Records drawn from a dataset:
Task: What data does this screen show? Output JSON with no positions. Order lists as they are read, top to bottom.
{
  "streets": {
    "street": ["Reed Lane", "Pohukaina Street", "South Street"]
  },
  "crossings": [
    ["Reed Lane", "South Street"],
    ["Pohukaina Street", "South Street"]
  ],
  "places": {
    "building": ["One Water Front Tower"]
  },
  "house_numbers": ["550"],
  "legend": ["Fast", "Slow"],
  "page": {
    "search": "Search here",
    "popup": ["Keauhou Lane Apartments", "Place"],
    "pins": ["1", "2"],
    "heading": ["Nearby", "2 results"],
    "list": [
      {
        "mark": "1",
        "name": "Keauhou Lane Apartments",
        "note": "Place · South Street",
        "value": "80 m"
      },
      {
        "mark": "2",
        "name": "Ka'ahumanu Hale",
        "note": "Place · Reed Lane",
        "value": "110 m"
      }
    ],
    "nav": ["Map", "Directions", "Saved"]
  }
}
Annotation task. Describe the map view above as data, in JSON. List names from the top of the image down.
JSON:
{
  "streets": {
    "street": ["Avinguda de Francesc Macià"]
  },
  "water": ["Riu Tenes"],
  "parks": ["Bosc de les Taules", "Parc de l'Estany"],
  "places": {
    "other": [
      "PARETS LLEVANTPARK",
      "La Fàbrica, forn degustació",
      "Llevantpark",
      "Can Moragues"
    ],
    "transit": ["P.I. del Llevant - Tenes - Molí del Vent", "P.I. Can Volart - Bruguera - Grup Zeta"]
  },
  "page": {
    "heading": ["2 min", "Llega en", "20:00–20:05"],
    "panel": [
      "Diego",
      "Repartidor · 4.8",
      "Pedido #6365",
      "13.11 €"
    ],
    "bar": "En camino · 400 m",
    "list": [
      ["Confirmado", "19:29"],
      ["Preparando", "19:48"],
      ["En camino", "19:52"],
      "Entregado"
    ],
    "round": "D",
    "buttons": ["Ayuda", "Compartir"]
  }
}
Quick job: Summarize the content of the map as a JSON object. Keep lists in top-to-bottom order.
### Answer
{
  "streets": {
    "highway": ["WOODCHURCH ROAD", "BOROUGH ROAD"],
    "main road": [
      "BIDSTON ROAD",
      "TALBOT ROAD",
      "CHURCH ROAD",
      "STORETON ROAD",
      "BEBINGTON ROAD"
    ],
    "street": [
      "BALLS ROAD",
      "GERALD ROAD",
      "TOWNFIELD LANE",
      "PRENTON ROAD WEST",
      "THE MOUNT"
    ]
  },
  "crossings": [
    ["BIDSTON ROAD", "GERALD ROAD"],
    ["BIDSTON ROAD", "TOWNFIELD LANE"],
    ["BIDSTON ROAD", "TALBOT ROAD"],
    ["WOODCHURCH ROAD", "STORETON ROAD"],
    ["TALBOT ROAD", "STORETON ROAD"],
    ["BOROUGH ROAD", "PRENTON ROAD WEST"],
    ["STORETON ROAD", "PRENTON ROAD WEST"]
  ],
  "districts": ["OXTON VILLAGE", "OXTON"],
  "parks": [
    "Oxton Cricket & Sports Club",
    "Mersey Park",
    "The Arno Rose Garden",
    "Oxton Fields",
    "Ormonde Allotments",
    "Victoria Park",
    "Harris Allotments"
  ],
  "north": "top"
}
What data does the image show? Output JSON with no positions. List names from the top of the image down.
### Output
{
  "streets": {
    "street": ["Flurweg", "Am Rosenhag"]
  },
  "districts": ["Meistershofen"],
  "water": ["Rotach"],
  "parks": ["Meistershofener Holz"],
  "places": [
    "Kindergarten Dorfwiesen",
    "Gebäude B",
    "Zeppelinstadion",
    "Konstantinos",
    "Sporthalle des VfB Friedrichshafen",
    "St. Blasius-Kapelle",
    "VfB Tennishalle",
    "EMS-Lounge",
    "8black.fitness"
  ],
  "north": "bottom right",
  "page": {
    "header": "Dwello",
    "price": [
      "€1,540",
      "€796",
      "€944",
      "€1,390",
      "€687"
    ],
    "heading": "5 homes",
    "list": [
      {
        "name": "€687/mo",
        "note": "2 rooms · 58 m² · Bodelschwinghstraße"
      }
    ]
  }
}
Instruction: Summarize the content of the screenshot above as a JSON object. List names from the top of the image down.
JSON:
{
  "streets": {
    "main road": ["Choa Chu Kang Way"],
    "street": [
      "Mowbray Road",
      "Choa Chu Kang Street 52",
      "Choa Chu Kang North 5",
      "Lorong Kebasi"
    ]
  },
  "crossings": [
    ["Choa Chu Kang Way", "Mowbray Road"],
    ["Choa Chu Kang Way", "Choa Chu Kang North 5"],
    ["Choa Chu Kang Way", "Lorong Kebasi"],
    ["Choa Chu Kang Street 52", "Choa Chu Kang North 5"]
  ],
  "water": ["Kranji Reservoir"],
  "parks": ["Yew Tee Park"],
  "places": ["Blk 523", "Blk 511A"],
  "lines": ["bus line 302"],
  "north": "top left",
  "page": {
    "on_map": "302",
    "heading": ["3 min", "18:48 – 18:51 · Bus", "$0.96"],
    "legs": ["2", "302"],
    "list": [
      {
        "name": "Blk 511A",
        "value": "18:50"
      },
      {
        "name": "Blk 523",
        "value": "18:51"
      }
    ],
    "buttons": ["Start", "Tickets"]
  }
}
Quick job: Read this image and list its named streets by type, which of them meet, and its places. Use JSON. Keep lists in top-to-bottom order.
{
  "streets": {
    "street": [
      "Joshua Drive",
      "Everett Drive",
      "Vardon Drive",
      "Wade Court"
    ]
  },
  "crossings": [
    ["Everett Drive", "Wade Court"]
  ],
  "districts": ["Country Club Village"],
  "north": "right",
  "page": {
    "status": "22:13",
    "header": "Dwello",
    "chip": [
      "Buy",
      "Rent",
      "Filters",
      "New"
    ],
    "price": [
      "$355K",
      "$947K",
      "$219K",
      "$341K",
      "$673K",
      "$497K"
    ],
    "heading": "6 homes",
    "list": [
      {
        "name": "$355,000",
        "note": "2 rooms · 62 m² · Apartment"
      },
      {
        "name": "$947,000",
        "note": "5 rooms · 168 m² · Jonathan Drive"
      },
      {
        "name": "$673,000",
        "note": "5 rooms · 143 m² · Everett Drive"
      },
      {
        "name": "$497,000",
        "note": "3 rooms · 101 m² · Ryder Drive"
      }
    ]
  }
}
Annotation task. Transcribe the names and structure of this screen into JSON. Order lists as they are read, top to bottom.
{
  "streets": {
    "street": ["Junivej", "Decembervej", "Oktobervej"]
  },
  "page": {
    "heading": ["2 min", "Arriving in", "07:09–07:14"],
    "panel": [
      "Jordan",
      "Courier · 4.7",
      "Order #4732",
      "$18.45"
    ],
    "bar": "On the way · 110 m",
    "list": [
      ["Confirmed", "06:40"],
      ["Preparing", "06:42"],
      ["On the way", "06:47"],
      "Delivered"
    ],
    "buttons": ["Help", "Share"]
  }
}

**Assigned task**
Could you reproduce all of the entries above exactly?

**Answer section**
Task: What data does this screen show? Output JSON with no positions. Order lists as they are read, top to bottom.
{
  "streets": {
    "street": ["Reed Lane", "Pohukaina Street", "South Street"]
  },
  "crossings": [
    ["Reed Lane", "South Street"],
    ["Pohukaina Street", "South Street"]
  ],
  "places": {
    "building": ["One Water Front Tower"]
  },
  "house_numbers": ["550"],
  "legend": ["Fast", "Slow"],
  "page": {
    "search": "Search here",
    "popup": ["Keauhou Lane Apartments", "Place"],
    "pins": ["1", "2"],
    "heading": ["Nearby", "2 results"],
    "list": [
      {
        "mark": "1",
        "name": "Keauhou Lane Apartments",
        "note": "Place · South Street",
        "value": "80 m"
      },
      {
        "mark": "2",
        "name": "Ka'ahumanu Hale",
        "note": "Place · Reed Lane",
        "value": "110 m"
      }
    ],
    "nav": ["Map", "Directions", "Saved"]
  }
}
Annotation task. Describe the map view above as data, in JSON. List names from the top of the image down.
JSON:
{
  "streets": {
    "street": ["Avinguda de Francesc Macià"]
  },
  "water": ["Riu Tenes"],
  "parks": ["Bosc de les Taules", "Parc de l'Estany"],
  "places": {
    "other": [
      "PARETS LLEVANTPARK",
      "La Fàbrica, forn degustació",
      "Llevantpark",
      "Can Moragues"
    ],
    "transit": ["P.I. del Llevant - Tenes - Molí del Vent", "P.I. Can Volart - Bruguera - Grup Zeta"]
  },
  "page": {
    "heading": ["2 min", "Llega en", "20:00–20:05"],
    "panel": [
      "Diego",
      "Repartidor · 4.8",
      "Pedido #6365",
      "13.11 €"
    ],
    "bar": "En camino · 400 m",
    "list": [
      ["Confirmado", "19:29"],
      ["Preparando", "19:48"],
      ["En camino", "19:52"],
      "Entregado"
    ],
    "round": "D",
    "buttons": ["Ayuda", "Compartir"]
  }
}
Quick job: Summarize the content of the map as a JSON object. Keep lists in top-to-bottom order.
### Answer
{
  "streets": {
    "highway": ["WOODCHURCH ROAD", "BOROUGH ROAD"],
    "main road": [
      "BIDSTON ROAD",
      "TALBOT ROAD",
      "CHURCH ROAD",
      "STORETON ROAD",
      "BEBINGTON ROAD"
    ],
    "street": [
      "BALLS ROAD",
      "GERALD ROAD",
      "TOWNFIELD LANE",
      "PRENTON ROAD WEST",
      "THE MOUNT"
    ]
  },
  "crossings": [
    ["BIDSTON ROAD", "GERALD ROAD"],
    ["BIDSTON ROAD", "TOWNFIELD LANE"],
    ["BIDSTON ROAD", "TALBOT ROAD"],
    ["WOODCHURCH ROAD", "STORETON ROAD"],
    ["TALBOT ROAD", "STORETON ROAD"],
    ["BOROUGH ROAD", "PRENTON ROAD WEST"],
    ["STORETON ROAD", "PRENTON ROAD WEST"]
  ],
  "districts": ["OXTON VILLAGE", "OXTON"],
  "parks": [
    "Oxton Cricket & Sports Club",
    "Mersey Park",
    "The Arno Rose Garden",
    "Oxton Fields",
    "Ormonde Allotments",
    "Victoria Park",
    "Harris Allotments"
  ],
  "north": "top"
}
What data does the image show? Output JSON with no positions. List names from the top of the image down.
### Output
{
  "streets": {
    "street": ["Flurweg", "Am Rosenhag"]
  },
  "districts": ["Meistershofen"],
  "water": ["Rotach"],
  "parks": ["Meistershofener Holz"],
  "places": [
    "Kindergarten Dorfwiesen",
    "Gebäude B",
    "Zeppelinstadion",
    "Konstantinos",
    "Sporthalle des VfB Friedrichshafen",
    "St. Blasius-Kapelle",
    "VfB Tennishalle",
    "EMS-Lounge",
    "8black.fitness"
  ],
  "north": "bottom right",
  "page": {
    "header": "Dwello",
    "price": [
      "€1,540",
      "€796",
      "€944",
      "€1,390",
      "€687"
    ],
    "heading": "5 homes",
    "list": [
      {
        "name": "€687/mo",
        "note": "2 rooms · 58 m² · Bodelschwinghstraße"
      }
    ]
  }
}
Instruction: Summarize the content of the screenshot above as a JSON object. List names from the top of the image down.
JSON:
{
  "streets": {
    "main road": ["Choa Chu Kang Way"],
    "street": [
      "Mowbray Road",
      "Choa Chu Kang Street 52",
      "Choa Chu Kang North 5",
      "Lorong Kebasi"
    ]
  },
  "crossings": [
    ["Choa Chu Kang Way", "Mowbray Road"],
    ["Choa Chu Kang Way", "Choa Chu Kang North 5"],
    ["Choa Chu Kang Way", "Lorong Kebasi"],
    ["Choa Chu Kang Street 52", "Choa Chu Kang North 5"]
  ],
  "water": ["Kranji Reservoir"],
  "parks": ["Yew Tee Park"],
  "places": ["Blk 523", "Blk 511A"],
  "lines": ["bus line 302"],
  "north": "top left",
  "page": {
    "on_map": "302",
    "heading": ["3 min", "18:48 – 18:51 · Bus", "$0.96"],
    "legs": ["2", "302"],
    "list": [
      {
        "name": "Blk 511A",
        "value": "18:50"
      },
      {
        "name": "Blk 523",
        "value": "18:51"
      }
    ],
    "buttons": ["Start", "Tickets"]
  }
}
Quick job: Read this image and list its named streets by type, which of them meet, and its places. Use JSON. Keep lists in top-to-bottom order.
{
  "streets": {
    "street": [
      "Joshua Drive",
      "Everett Drive",
      "Vardon Drive",
      "Wade Court"
    ]
  },
  "crossings": [
    ["Everett Drive", "Wade Court"]
  ],
  "districts": ["Country Club Village"],
  "north": "right",
  "page": {
    "status": "22:13",
    "header": "Dwello",
    "chip": [
      "Buy",
      "Rent",
      "Filters",
      "New"
    ],
    "price": [
      "$355K",
      "$947K",
      "$219K",
      "$341K",
      "$673K",
      "$497K"
    ],
    "heading": "6 homes",
    "list": [
      {
        "name": "$355,000",
        "note": "2 rooms · 62 m² · Apartment"
      },
      {
        "name": "$947,000",
        "note": "5 rooms · 168 m² · Jonathan Drive"
      },
      {
        "name": "$673,000",
        "note": "5 rooms · 143 m² · Everett Drive"
      },
      {
        "name": "$497,000",
        "note": "3 rooms · 101 m² · Ryder Drive"
      }
    ]
  }
}
Annotation task. Transcribe the names and structure of this screen into JSON. Order lists as they are read, top to bottom.
{
  "streets": {
    "street": ["Junivej", "Decembervej", "Oktobervej"]
  },
  "page": {
    "heading": ["2 min", "Arriving in", "07:09–07:14"],
    "panel": [
      "Jordan",
      "Courier · 4.7",
      "Order #4732",
      "$18.45"
    ],
    "bar": "On the way · 110 m",
    "list": [
      ["Confirmed", "06:40"],
      ["Preparing", "06:42"],
      ["On the way", "06:47"],
      "Delivered"
    ],
    "buttons": ["Help", "Share"]
  }
}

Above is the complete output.